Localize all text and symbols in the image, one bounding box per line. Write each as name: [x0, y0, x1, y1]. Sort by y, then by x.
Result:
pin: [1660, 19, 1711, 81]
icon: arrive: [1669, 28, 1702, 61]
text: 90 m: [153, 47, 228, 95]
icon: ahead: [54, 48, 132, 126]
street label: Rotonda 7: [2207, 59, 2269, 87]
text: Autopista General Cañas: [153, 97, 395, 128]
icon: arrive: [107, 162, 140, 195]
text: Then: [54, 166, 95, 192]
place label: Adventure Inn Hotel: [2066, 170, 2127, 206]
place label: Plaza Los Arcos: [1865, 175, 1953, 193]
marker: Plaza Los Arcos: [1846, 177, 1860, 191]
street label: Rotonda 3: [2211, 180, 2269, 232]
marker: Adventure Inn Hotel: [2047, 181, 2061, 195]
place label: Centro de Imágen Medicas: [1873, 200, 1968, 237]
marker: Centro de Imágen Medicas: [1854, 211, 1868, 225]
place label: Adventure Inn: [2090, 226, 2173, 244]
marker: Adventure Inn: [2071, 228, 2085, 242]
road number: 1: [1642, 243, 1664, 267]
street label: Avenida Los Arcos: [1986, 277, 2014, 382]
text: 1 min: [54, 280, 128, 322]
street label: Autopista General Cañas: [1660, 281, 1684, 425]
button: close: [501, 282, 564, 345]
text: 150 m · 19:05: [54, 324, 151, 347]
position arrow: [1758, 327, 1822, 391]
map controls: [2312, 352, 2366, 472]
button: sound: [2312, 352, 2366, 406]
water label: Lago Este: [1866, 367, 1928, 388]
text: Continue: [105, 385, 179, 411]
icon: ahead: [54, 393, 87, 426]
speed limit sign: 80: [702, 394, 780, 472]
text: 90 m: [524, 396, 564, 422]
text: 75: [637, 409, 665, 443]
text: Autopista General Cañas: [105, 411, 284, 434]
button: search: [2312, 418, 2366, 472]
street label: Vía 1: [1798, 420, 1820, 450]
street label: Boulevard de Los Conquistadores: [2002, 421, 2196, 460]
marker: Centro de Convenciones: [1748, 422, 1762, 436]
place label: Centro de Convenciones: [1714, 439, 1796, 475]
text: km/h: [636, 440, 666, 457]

INSTRUCTIONS TO FOLLOW
Repeat the records exactly, leaving out none of them.

FINAL ANSWER
Localize all text and symbols in the image, one bounding box per line. Write each as name: [x0, y0, x1, y1]. Sort by y, then by x.
Result:
pin: [1660, 19, 1711, 81]
icon: arrive: [1669, 28, 1702, 61]
text: 90 m: [153, 47, 228, 95]
icon: ahead: [54, 48, 132, 126]
street label: Rotonda 7: [2207, 59, 2269, 87]
text: Autopista General Cañas: [153, 97, 395, 128]
icon: arrive: [107, 162, 140, 195]
text: Then: [54, 166, 95, 192]
place label: Adventure Inn Hotel: [2066, 170, 2127, 206]
place label: Plaza Los Arcos: [1865, 175, 1953, 193]
marker: Plaza Los Arcos: [1846, 177, 1860, 191]
street label: Rotonda 3: [2211, 180, 2269, 232]
marker: Adventure Inn Hotel: [2047, 181, 2061, 195]
place label: Centro de Imágen Medicas: [1873, 200, 1968, 237]
marker: Centro de Imágen Medicas: [1854, 211, 1868, 225]
place label: Adventure Inn: [2090, 226, 2173, 244]
marker: Adventure Inn: [2071, 228, 2085, 242]
road number: 1: [1642, 243, 1664, 267]
street label: Avenida Los Arcos: [1986, 277, 2014, 382]
text: 1 min: [54, 280, 128, 322]
street label: Autopista General Cañas: [1660, 281, 1684, 425]
button: close: [501, 282, 564, 345]
text: 150 m · 19:05: [54, 324, 151, 347]
position arrow: [1758, 327, 1822, 391]
map controls: [2312, 352, 2366, 472]
button: sound: [2312, 352, 2366, 406]
water label: Lago Este: [1866, 367, 1928, 388]
text: Continue: [105, 385, 179, 411]
icon: ahead: [54, 393, 87, 426]
speed limit sign: 80: [702, 394, 780, 472]
text: 90 m: [524, 396, 564, 422]
text: 75: [637, 409, 665, 443]
text: Autopista General Cañas: [105, 411, 284, 434]
button: search: [2312, 418, 2366, 472]
street label: Vía 1: [1798, 420, 1820, 450]
street label: Boulevard de Los Conquistadores: [2002, 421, 2196, 460]
marker: Centro de Convenciones: [1748, 422, 1762, 436]
place label: Centro de Convenciones: [1714, 439, 1796, 475]
text: km/h: [636, 440, 666, 457]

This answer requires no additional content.